Start of Block

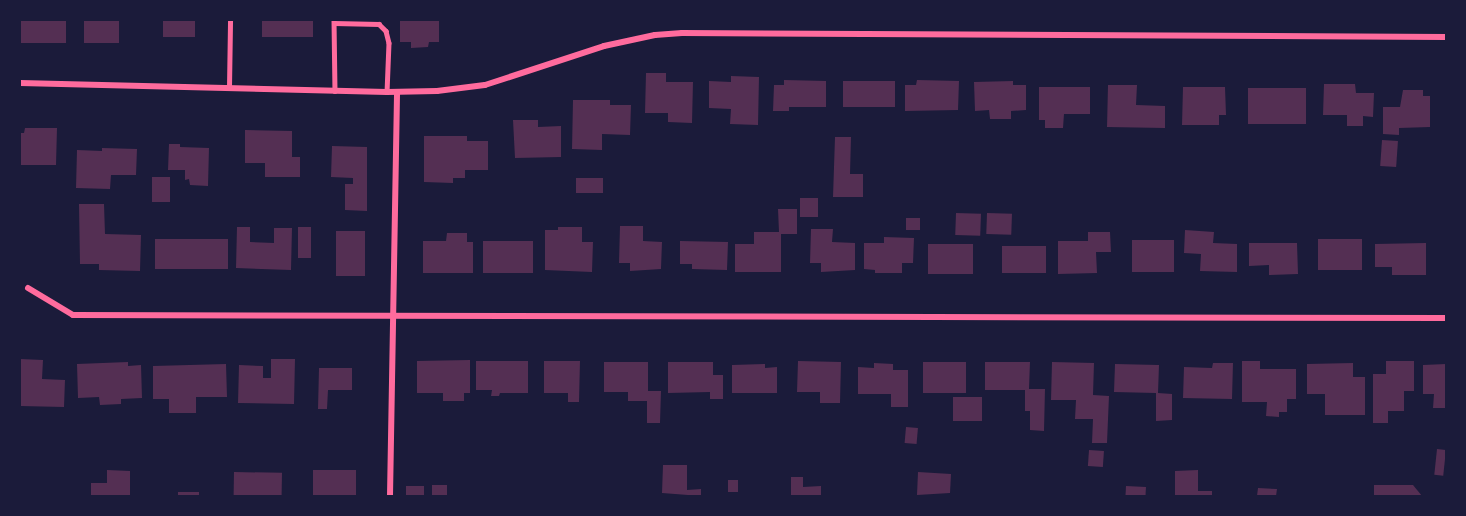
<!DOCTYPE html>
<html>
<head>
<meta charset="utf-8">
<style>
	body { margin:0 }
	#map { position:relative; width:1466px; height:516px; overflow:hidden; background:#1b1b3a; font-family:Helvetica,sans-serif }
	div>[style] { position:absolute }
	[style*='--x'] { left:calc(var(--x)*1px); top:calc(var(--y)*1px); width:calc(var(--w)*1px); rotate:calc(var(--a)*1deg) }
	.building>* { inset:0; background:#542f53; transform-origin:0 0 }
	.service>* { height:4.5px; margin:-2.25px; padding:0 2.25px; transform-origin:2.25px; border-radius:2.25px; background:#ff6b9d }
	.minor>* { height:6px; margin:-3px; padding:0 3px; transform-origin:3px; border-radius:3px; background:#ff6b9d }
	span { translate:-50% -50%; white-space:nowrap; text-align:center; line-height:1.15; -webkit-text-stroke:4.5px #1b1b3a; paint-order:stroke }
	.frame { position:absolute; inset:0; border:21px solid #1b1b3a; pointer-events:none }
</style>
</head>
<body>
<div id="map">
	<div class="building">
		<div style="left:20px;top:20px;width:46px;height:23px"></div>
		<div style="left:84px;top:20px;width:35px;height:23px"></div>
		<div style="left:163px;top:20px;width:32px;height:17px"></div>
		<div style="left:262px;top:20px;width:51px;height:17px"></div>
		<div style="clip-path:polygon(400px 20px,439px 20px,439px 42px,429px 42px,428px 47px,411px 48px,411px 42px,400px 42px)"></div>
		<div style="clip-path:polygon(646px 73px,666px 73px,666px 82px,693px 82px,692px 123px,668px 122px,668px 113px,645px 113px)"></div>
		<div style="clip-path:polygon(731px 76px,759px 77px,758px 125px,730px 124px,731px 109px,709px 108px,709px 81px,731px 82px)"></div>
		<div style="clip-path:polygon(784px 80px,826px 81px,826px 107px,789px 107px,789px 111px,773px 111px,774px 85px,784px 85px)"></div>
		<div style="clip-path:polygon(917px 80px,959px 81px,958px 110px,905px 111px,905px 85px,916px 85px)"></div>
		<div style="left:843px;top:81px;width:52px;height:26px"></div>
		<div style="clip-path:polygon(1013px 81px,1013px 85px,1026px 85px,1026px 110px,1011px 111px,1011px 119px,990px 119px,989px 110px,975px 111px,974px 82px)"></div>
		<div style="clip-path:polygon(1324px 84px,1355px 84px,1356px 93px,1374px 93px,1373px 117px,1363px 116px,1363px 126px,1347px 126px,1347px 115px,1323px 115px)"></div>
		<div style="clip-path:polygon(1108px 85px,1137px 85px,1136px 105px,1165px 106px,1165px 128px,1107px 127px)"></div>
		<div style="clip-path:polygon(1039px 87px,1090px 87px,1090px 114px,1064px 114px,1063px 128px,1045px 128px,1045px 120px,1039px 120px)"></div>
		<div style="clip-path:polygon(1183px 87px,1225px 87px,1226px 115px,1219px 115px,1219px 125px,1182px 125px)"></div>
		<div style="left:1248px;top:88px;width:58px;height:36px"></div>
		<div style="clip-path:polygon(1403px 90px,1423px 90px,1423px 96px,1430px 96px,1430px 127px,1399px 128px,1399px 135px,1383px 134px,1383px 107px,1400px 107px)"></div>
		<div style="clip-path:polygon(573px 100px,610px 100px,610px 105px,631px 105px,630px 135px,602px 134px,602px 150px,572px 149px)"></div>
		<div style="clip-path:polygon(513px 120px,538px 120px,538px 127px,561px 126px,561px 157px,515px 158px)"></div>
		<div style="clip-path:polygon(25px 128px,57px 128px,56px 165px,20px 165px,20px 133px,24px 133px)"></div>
		<div style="clip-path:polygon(245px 130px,292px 131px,292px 157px,300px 157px,300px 177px,265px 177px,265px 163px,245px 163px)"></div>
		<div style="clip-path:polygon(424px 136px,467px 136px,467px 141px,488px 141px,488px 170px,465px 170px,465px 178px,453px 178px,453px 183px,424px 182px)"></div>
		<div style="clip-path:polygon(835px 137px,851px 137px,850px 174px,863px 174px,863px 197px,833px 197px)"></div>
		<div style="left:1382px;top:140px;width:16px;height:26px;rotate:4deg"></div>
		<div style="clip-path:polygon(169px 144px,180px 144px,180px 147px,209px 148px,208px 186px,190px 185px,189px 179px,185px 180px,185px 170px,168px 170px)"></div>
		<div style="clip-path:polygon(332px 146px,367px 147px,367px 211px,345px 210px,345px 184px,353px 184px,353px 178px,331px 177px)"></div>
		<div style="clip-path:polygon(102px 148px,137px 149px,136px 175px,111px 175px,110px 189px,76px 188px,77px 150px,102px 151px)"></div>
		<div style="left:152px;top:177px;width:18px;height:25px"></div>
		<div style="left:576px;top:178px;width:27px;height:15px"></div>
		<div style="left:800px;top:198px;width:18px;height:19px"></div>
		<div style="clip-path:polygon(79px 204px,104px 204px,105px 234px,141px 235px,140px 271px,99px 270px,99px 264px,80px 264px)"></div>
		<div style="clip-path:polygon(778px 209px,797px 209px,797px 234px,781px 234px,781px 272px,735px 272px,735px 244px,754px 244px,754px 232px,779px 232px)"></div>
		<div style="left:956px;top:213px;width:25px;height:22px;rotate:2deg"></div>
		<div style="left:987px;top:213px;width:25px;height:21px;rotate:2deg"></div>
		<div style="left:906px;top:218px;width:14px;height:12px"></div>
		<div style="clip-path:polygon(620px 226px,643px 226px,643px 241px,662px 242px,661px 269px,630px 271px,630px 263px,619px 263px)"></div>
		<div style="clip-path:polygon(237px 227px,250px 227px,250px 242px,274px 243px,274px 228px,292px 228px,291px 270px,236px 268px)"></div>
		<div style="left:298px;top:227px;width:13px;height:31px"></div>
		<div style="clip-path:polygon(558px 227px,582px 227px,582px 242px,593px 242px,592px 272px,545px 270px,545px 230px,558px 230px)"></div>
		<div style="clip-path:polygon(811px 229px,833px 229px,832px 242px,855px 243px,855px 270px,821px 272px,821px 263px,810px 263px)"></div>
		<div style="clip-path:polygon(1185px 230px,1214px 232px,1213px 243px,1237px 244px,1237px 272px,1200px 271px,1201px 254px,1184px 253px)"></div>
		<div style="left:336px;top:231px;width:29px;height:45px"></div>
		<div style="clip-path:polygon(1088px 232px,1110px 232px,1111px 252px,1096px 252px,1097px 273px,1058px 274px,1058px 241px,1088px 241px)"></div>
		<div style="clip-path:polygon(447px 233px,467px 233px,467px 242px,473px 242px,473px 273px,423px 273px,423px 241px,446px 241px)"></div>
		<div style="clip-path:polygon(884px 237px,914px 238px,913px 263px,902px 263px,902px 273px,875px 273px,875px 270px,864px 269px,864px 243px,884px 243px)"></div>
		<div style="left:228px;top:239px;width:30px;height:73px;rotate:90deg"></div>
		<div style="left:1362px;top:239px;width:31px;height:44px;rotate:90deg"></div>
		<div style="left:1132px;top:240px;width:42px;height:32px"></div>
		<div style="left:533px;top:241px;width:32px;height:50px;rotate:90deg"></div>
		<div style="clip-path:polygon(680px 241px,728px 242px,727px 270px,692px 269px,692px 264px,680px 264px)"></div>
		<div style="clip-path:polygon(1249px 243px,1297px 243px,1298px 274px,1269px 275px,1269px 265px,1249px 266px)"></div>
		<div style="clip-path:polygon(1426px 243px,1426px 275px,1392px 275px,1392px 267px,1375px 267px,1375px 244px)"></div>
		<div style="left:928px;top:244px;width:45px;height:30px"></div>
		<div style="left:1002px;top:246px;width:44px;height:27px"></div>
		<div style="clip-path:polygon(20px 359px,43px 360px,42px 379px,65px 380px,64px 407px,20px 406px)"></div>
		<div style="clip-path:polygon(271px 359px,295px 359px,294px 404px,238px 403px,239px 365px,263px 366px,263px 378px,271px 378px)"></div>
		<div style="clip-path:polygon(470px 360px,470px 393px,464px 393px,464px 401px,443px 401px,443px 393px,417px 393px,417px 361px)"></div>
		<div style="clip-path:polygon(476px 361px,528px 361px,528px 393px,500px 393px,499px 396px,491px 396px,492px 390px,476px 390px)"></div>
		<div style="clip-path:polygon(544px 361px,580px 361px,579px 402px,568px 402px,568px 393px,544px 393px)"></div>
		<div style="clip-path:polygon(798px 361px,841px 362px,840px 403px,820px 403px,820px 392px,797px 392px)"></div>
		<div style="clip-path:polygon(1242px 361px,1260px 361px,1260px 369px,1296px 369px,1296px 399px,1287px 399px,1287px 412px,1279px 412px,1279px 417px,1266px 416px,1267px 402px,1242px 402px)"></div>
		<div style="clip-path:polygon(1386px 361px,1414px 361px,1414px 391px,1404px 391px,1404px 411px,1388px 411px,1388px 423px,1373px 423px,1373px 374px,1386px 374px)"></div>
		<div style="clip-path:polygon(128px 362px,128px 366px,141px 365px,142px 398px,121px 399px,121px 404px,100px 405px,99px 397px,78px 398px,77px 364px)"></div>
		<div style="clip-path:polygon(604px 362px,648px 362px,648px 391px,661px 391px,660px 423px,647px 423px,647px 401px,628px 401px,628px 392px,604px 392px)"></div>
		<div style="clip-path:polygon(668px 362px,713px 362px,713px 375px,723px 375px,723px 399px,710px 399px,710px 392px,668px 393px)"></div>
		<div style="left:923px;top:362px;width:43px;height:31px"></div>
		<div style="clip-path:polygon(985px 362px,1030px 362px,1029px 389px,1045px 389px,1044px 431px,1030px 430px,1030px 411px,1025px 411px,1025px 390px,985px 390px)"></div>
		<div style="clip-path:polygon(1052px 362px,1094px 363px,1093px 395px,1109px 396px,1107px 443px,1092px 443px,1093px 419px,1075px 419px,1076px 400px,1051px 400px)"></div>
		<div style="clip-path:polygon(874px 363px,893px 364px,893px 370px,908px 370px,908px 407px,891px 407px,891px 394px,858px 394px,858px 367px,874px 368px)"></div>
		<div style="clip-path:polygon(1213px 363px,1233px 363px,1232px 399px,1183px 398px,1184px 367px,1212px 368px)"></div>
		<div style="clip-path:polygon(1353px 363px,1353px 377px,1365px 377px,1365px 415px,1325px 415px,1325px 394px,1307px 394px,1307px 364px)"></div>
		<div style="clip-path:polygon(226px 364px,227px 397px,196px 397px,196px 413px,169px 413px,169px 399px,153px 399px,153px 366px)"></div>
		<div style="clip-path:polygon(765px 364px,765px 368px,777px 367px,777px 393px,732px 393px,732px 365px)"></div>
		<div style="clip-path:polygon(1115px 364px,1159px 365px,1158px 393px,1172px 394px,1172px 420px,1156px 421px,1156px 393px,1114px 392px)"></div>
		<div style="clip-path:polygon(1446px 364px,1446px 408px,1433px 408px,1434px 394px,1423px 394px,1423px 365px)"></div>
		<div style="clip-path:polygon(319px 368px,352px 368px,352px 390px,328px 390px,327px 409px,318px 409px)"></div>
		<div style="left:982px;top:397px;width:24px;height:29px;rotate:90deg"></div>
		<div style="left:906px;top:427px;width:12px;height:16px;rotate:5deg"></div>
		<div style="left:1437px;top:449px;width:9px;height:26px;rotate:6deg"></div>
		<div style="left:1089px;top:450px;width:15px;height:16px;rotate:4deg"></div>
		<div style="clip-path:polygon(663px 465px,687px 465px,687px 490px,701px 489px,701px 496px,662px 493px)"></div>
		<div style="clip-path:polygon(107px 470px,130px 471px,130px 496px,91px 496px,91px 483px,107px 483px)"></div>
		<div style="left:313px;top:470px;width:43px;height:26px"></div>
		<div style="clip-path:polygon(1198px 470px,1198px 491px,1212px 491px,1212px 496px,1175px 496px,1175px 471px)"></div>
		<div style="left:234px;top:472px;width:48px;height:24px;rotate:1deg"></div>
		<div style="clip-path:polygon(918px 472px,951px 474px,950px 493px,917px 495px)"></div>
		<div style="clip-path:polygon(791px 477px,803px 477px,803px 487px,821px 486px,821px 496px,791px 496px)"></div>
		<div style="left:728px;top:480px;width:10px;height:12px"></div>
		<div style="left:432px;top:485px;width:15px;height:11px"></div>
		<div style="clip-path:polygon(1374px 485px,1413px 485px,1422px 496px,1374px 496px)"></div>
		<div style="left:406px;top:486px;width:18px;height:10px"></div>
		<div style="left:1126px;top:486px;width:20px;height:10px;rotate:3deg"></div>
		<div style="clip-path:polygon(1258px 488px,1277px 489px,1276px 496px,1257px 496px)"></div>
		<div style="left:178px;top:492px;width:21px;height:4px"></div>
	</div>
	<div class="service">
		<div style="--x:334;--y:20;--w:71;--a:89.2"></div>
		<div style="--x:334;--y:23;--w:45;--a:1.3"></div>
		<div style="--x:379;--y:24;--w:10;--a:45"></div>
		<div style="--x:386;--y:31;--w:12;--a:76"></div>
		<div style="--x:389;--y:43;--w:49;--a:92.3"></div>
		<div style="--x:229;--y:87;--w:67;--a:-89.1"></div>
	</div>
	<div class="minor">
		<div style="--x:20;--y:83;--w:367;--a:1.4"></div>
		<div style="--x:387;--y:92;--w:50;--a:-1.1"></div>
		<div style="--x:437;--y:91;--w:48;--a:-7.1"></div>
		<div style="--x:485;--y:85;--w:125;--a:-18.1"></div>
		<div style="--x:604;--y:46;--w:52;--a:-12.2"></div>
		<div style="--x:655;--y:35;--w:27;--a:-4"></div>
		<div style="--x:682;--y:33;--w:764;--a:0.3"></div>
		<div style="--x:28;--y:288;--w:52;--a:31"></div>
		<div style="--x:73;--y:315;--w:1373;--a:0.13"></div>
		<div style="--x:390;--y:496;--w:404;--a:-89"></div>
	</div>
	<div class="frame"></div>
</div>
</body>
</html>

End of Block

▸ What the task asks
Please restate the material above line by line, exactly, beginning at its first line and ending with the line that contains "height:4.5px; margin:-2.25px; padding:0", without any pictures.

▸ Task output
<!DOCTYPE html>
<html>
<head>
<meta charset="utf-8">
<style>
	body { margin:0 }
	#map { position:relative; width:1466px; height:516px; overflow:hidden; background:#1b1b3a; font-family:Helvetica,sans-serif }
	div>[style] { position:absolute }
	[style*='--x'] { left:calc(var(--x)*1px); top:calc(var(--y)*1px); width:calc(var(--w)*1px); rotate:calc(var(--a)*1deg) }
	.building>* { inset:0; background:#542f53; transform-origin:0 0 }
	.service>* { height:4.5px; margin:-2.25px; padding:0 2.25px; transform-origin:2.25px; border-radius:2.25px; background:#ff6b9d }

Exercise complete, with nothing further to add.